The length of a hypotenuse of a right triangle exceeds the length of its base by $2\text{cm}$ and exceeds twice the length of the altitude by $1\text{cm}$. Find the length of each side of the triangle.

Answer 1

Step 1: Determining the quadratic equation in $x$

Let the hypotenuse of a right triangle be $x$

As given, the hypotenuse of a right triangle exceeds the length of its base by $2\text{cm}$ and exceeds twice the length of the altitude by $1\text{cm}$.

So, the base of a triangle $=x-2$

And the altitude of a triangle $=\frac{x-1}{2}$

By Pythagoras theorem,

$$\begin{gathered} \Rightarrow x^2={(x-2)}^2+{\left(\frac{x-1}{2}\right)}^2 \\ \Rightarrow x^2=\frac{4{(x-2)}^2+{(x-1)}^2}{4} \\ \Rightarrow 4x^2=4x^2-16x+16+x^2-2x+1 \\ \Rightarrow x^2-18x+17=0 \end{gathered}$$

Step 2: Finding the length of each side of the triangle

By Factorization method

$$\begin{gathered} x^2-18x+17=0 \\ \Rightarrow x^2-17x-x+17=0 \\ \Rightarrow \left(x-1\right)\left(x-17\right)=0 \\ \Rightarrow x=1,17 \end{gathered}$$

Now if take $x=1$, then the base of a triangle has the negative value $\left(1-2=-1\right)$ which is not possible.

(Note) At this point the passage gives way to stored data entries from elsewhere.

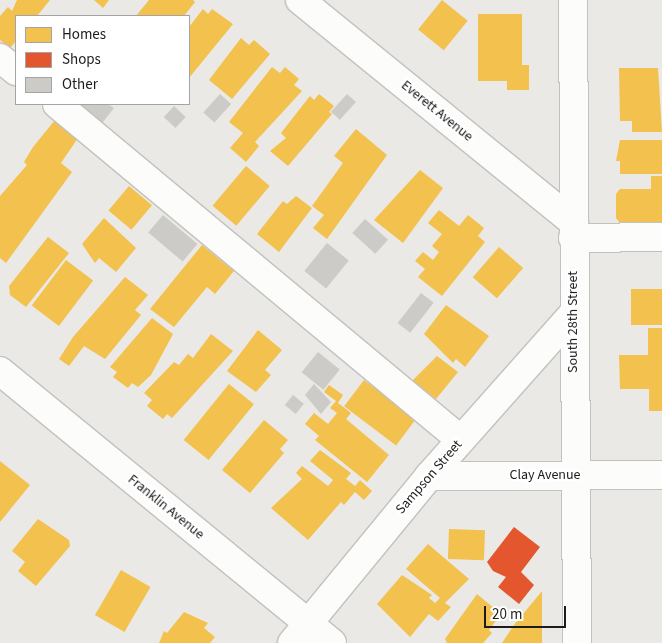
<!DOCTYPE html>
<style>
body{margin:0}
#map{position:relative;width:662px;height:643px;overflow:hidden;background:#eae9e5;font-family:"Source Sans 3",sans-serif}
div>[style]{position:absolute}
.homes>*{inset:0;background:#f2c14e;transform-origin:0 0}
.shops>*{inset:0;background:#e4572e}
.building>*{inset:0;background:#cdcbc8;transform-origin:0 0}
.roads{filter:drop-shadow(1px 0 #c1c1bf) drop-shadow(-1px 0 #c1c1bf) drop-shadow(0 1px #c1c1bf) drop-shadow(0 -1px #c1c1bf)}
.minor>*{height:28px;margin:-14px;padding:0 14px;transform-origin:14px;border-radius:14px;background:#fcfcfb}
span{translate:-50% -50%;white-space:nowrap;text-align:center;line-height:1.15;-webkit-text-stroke:5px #fff;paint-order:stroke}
.street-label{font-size:14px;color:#1c1c1c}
.legend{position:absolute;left:15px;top:15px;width:175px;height:90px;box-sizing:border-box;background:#fff;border:1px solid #a4a4a4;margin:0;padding:6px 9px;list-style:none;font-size:15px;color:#1c1c1c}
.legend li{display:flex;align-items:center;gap:10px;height:25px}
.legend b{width:25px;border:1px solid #a4a4a4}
.scale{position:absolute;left:484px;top:606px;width:82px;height:22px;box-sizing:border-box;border:2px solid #1c1c1c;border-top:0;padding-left:6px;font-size:15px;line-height:18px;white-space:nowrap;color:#1c1c1c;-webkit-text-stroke:4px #fff;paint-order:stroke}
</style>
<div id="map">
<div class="homes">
<i style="clip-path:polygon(17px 0,50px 0,37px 16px,16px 16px,16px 41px,10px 48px,0 40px,0 16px,8px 7px,12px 11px)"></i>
<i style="clip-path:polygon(94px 0,109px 0,103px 8px)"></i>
<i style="clip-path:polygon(149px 0,193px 0,195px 2px,184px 16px,136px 16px)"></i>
<i style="left:442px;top:0;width:33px;height:38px;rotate:39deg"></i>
<i style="clip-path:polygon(203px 9px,208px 14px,212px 9px,233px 24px,189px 78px,189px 27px)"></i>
<i style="clip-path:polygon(478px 14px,522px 14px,522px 65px,529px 65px,529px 90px,507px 90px,507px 81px,478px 81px)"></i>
<i style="clip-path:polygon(241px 38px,249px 45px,254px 40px,270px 54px,232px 99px,209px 80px)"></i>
<i style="clip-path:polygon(272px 67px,280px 73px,285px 67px,299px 79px,294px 85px,302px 91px,255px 142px,259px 146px,246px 162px,230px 148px,243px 133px,229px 122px)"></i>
<i style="clip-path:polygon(619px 68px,658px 68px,662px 132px,632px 132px,632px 121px,620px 121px)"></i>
<i style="clip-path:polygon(319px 94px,334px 106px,329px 112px,332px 114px,288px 166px,270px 151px,286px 138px,281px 133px,310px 96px,314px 100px)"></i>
<i style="clip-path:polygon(55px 120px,78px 138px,61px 163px,72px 172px,6px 263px,0 258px,0 196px,27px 165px,24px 162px,33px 147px)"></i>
<i style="clip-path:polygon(356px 129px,387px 155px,327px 239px,313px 228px,324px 215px,312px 206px,343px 163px,334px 156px)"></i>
<i style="clip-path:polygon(620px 140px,662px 140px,662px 174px,620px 174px,620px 161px,616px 161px)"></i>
<i style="left:246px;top:166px;width:31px;height:52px;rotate:40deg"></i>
<i style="clip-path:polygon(420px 170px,443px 188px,403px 243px,374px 220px)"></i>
<i style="clip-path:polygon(651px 176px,662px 176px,662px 223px,620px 223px,616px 218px,616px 194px,620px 189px,651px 189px)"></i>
<i style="left:129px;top:186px;width:30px;height:32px;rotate:40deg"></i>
<i style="clip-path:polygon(296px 196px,312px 208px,279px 252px,257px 234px,283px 201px,287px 204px)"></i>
<i style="clip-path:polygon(439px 210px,459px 226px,468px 215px,484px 228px,478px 236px,485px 242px,442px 296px,418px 277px,425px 269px,415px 261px,423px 252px,433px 260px,439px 252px,432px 246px,442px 234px,428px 223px)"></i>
<i style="clip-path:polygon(104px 218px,136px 248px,116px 272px,99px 258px,95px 263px,82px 244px)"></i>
<i style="clip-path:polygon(48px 237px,69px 253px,26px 307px,10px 295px,9px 286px)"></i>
<i style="clip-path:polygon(202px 245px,234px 271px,215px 294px,207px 287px,174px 327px,150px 309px)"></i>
<i style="left:499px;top:247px;width:32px;height:40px;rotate:41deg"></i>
<i style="left:66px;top:260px;width:34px;height:57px;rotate:37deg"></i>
<i style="clip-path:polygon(125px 277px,148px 295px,135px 310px,141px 315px,105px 359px,84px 346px,69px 366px,59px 359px,73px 337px)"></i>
<i style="left:631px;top:289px;width:31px;height:36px"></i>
<i style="clip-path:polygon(446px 305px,489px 336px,465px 367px,456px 359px,453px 363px,424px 334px)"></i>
<i style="clip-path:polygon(152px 318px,173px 334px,151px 375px,138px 387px,132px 383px,128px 388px,113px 377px,117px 372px,110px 367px)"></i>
<i style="clip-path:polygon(648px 328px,662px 328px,662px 411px,649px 411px,649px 389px,620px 389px,619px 355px,648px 355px)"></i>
<i style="clip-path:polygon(258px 330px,282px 350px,265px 370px,271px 375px,256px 392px,227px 371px)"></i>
<i style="clip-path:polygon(211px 334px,233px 351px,172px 418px,167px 414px,163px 419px,147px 406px,152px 400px,144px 393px,174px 362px,179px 365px,188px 354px,193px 358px)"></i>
<i style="clip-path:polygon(437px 356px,458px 372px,436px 399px,412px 381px)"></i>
<i style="left:364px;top:380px;width:65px;height:33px;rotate:37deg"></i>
<i style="left:229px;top:384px;width:32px;height:72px;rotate:39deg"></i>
<i style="clip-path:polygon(329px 385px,343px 395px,338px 403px,351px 413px,346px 419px,389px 455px,367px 482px,315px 440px,319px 436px,305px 424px,314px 413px,328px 424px,337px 413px,330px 408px,336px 401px,324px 392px)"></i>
<i style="clip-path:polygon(264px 420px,288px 440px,280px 449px,284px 453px,250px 493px,222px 470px)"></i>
<i style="clip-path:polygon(320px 450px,351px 473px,346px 479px,355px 486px,360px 480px,372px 491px,364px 500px,355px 492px,344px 505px,341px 502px,308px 540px,271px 508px,302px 479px,296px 473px,302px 466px,328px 486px,333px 480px,310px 461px)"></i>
<i style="clip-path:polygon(0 461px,30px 485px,0 522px)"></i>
<i style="clip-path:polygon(38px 519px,69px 540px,70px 546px,36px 586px,18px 571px,25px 562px,12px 551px)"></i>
<i style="left:449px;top:529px;width:36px;height:30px;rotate:2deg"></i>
<i style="clip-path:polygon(428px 544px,469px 579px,445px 603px,451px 607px,438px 621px,429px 614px,410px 637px,377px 604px,402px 575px,432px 595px,429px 598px,435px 603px,440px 598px,406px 569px)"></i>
<i style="left:121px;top:570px;width:34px;height:52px;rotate:30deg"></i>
<i style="clip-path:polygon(542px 591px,542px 643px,502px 643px,514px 625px)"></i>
<i style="clip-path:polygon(477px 594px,501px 614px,489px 630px,492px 633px,483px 643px,447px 643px,445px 639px)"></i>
<i style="clip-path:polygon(184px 612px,208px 623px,204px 628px,215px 637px,210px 643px,159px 643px,164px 631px,167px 633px)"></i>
</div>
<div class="shops">
<i style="clip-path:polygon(514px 527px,540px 547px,521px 572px,534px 585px,519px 604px,498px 587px,506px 577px,493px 571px,487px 562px)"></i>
</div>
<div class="building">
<i style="left:220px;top:94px;width:15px;height:25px;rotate:42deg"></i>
<i style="left:347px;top:94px;width:12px;height:24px;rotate:42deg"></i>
<i style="clip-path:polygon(69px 104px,108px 104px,114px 108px,99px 127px)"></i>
<i style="left:174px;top:106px;width:16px;height:15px;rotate:43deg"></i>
<i style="left:163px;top:215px;width:45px;height:23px;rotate:40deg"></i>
<i style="left:365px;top:219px;width:31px;height:19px;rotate:42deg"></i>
<i style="left:327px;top:243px;width:28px;height:36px;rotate:39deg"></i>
<i style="left:421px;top:293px;width:16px;height:38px;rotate:38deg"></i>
<i style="left:318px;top:352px;width:28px;height:26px;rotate:39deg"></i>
<i style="clip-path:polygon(314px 384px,331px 402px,321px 414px,305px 395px)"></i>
<i style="left:293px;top:395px;width:14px;height:13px;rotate:39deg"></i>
</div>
<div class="roads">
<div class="minor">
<i style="left:300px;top:0;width:353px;rotate:39.1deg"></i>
<i style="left:573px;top:0;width:643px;rotate:89.64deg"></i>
<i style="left:0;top:58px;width:21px;rotate:39deg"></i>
<i style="left:57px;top:104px;width:525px;rotate:39.75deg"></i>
<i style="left:573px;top:238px;width:89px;rotate:-0.6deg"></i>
<i style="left:0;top:371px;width:429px;rotate:39.3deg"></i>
<i style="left:429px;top:476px;width:233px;rotate:-0.2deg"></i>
<i style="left:292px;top:643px;width:216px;rotate:-50.6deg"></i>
<i style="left:429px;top:476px;width:215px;rotate:-48.4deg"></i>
</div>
</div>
<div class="street-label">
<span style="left:437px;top:111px;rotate:39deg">Everett Avenue</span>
<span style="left:573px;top:322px;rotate:-90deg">South 28th Street</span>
<span style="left:545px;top:475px">Clay Avenue</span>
<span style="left:429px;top:477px;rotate:-49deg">Sampson Street</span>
<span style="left:166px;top:507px;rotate:39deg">Franklin Avenue</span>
</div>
<ul class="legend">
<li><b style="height:14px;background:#f2c14e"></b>Homes</li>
<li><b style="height:14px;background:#e4572e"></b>Shops</li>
<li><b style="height:14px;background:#cdcbc8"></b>Other</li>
</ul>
<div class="scale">20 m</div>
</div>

So, the length of hypotenuse $\left(x\right)=17\text{cm}$

The length of base $\left(x-2\right)=15\text{cm}$

And the length of altitude $\left(\frac{x-1}{2}\right)=8\text{cm}$

Hence, the length of hypotenuse, base, and altitude of the right-angled triangle are $17\text{cm},15\text{cm}$ and $\text{8 cm}$ respectively.